Understanding Raoult's Law is crucial when studying solutions' vapor pressure. It asserts that the vapor pressure of the solvent in an ideal solution is directly proportional to the mole fraction of the solvent. In mathematical terms, the law is expressed as:
\( P = P^\ast \times X \)
where \( P \) is the vapor pressure of the solution, \( P^\ast \) is the vapor pressure of the pure solvent, and \( X \) is the mole fraction of the solvent. In simple terms, as the amount of solute in a solution increases, the mole fraction of the solvent decreases, leading to a decrease in the solution's vapor pressure.

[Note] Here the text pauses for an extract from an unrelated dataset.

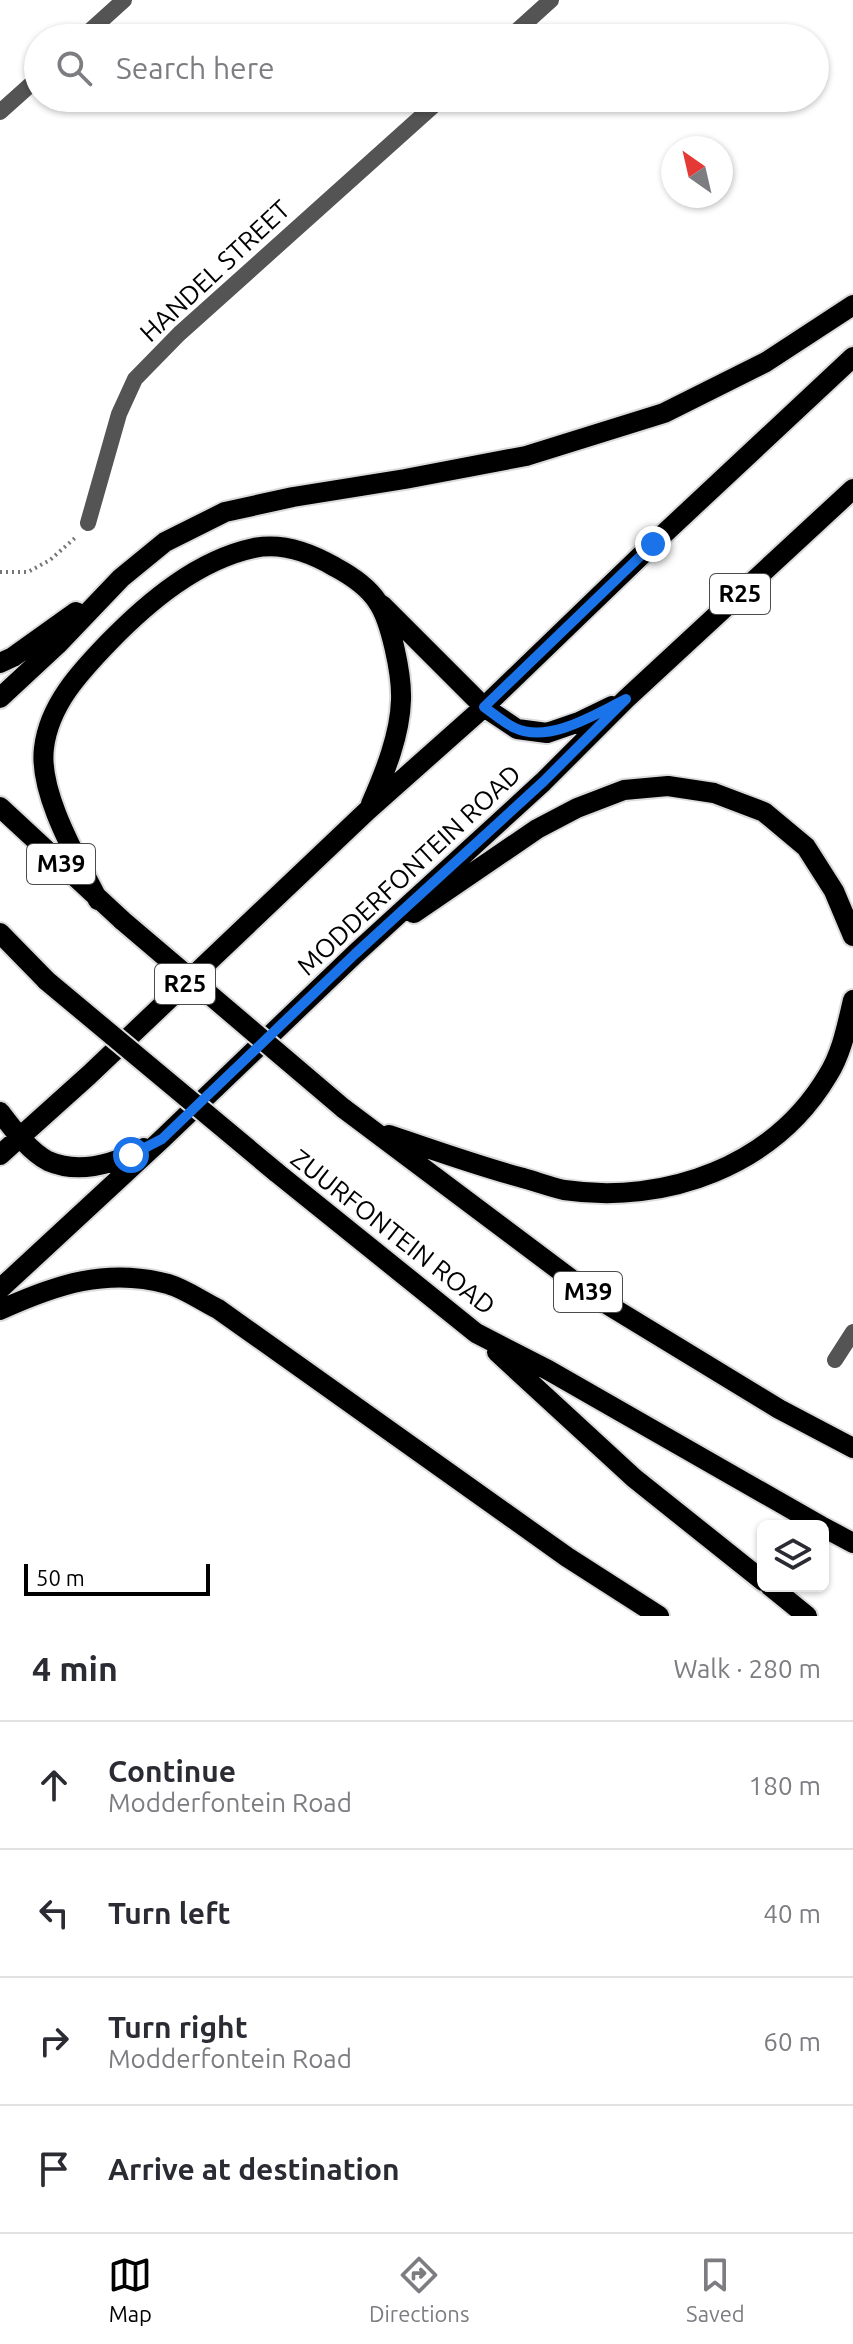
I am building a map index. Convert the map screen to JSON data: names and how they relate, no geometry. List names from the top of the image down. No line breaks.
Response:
{"streets":{"main road":["R25","M39","MODDERFONTEIN ROAD","ZUURFONTEIN ROAD"],"street":["HANDEL STREET"]},"scale_bar":"50 m","north":"top left","page":{"search":"Search here","scale":"50 m","heading":["4 min","Walk · 280 m"],"list":[["Continue","Modderfontein Road","180 m"],["Turn left","40 m"],["Turn right","Modderfontein Road","60 m"],"Arrive at destination"],"nav":["Map","Directions","Saved"]}}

This is because the solute molecules occupy space at the surface of the solution, preventing as many solvent molecules from evaporating.

This intimate connection between vapor pressure and mole fraction illustrates the importance of Raoult's Law in predicting how solutions will behave under different conditions, such as during the process of distillation or in chemical equilibrium scenarios.

The van't Hoff factor, denoted as \( i \), is a dimensionless quantity used in chemistry to account for the effect of solute particles on various colligative properties, such as boiling point elevation, freezing point depression, osmotic pressure, and, pertinent to this exercise, vapor pressure. The van't Hoff factor essentially tells us how many moles of particles (ions or molecules) a substance will produce in solution.

For example, a non-electrolyte like glucose doesn't dissociate in solution, so its \( i \) is 1. On the other hand, electrolytes like \( CaCl_2 \) dissociate into three ions (\( Ca^{2+} \) and two \( Cl^- \) ions), so its \( i \) is 3. Consequently, the presence of more particles from dissociation leads to a greater reduction in vapor pressure. Understanding the van't Hoff factor is vital for predicting a solution’s behavior, particularly in scenarios where the dissociation of compounds significantly influences the solution’s properties.

The mole fraction is a way of expressing the concentration of a component in a mixture. Defined as the ratio of the moles of a specific component to the total moles of all components in the mixture, the mole fraction is a unitless quantity that provides insight into the composition of solutions. Given the symbol \( X \), it is calculated for a substance A in a solution as:
\( X_A = \frac{n_A}{n_{total}} \)
where \( n_A \) is the number of moles of the substance A, and \( n_{total} \) is the sum of the moles of all the substances in the mixture. The mole fraction does not change with temperature or pressure, distinguishing it from other concentration measures like molarity.

In the context of vapor pressure, the mole fraction effectively determines the extent to which the solvent’s vapor pressure will be lowered upon the addition of a solute. As the solute is added, the mole fraction of the solvent decreases, which, as Raoult’s Law describes, results in a lower vapor pressure for the solution. This is a key concept to grasp when identifying the volatility of components in a solution and predicting how mixtures will behave in different thermodynamic processes.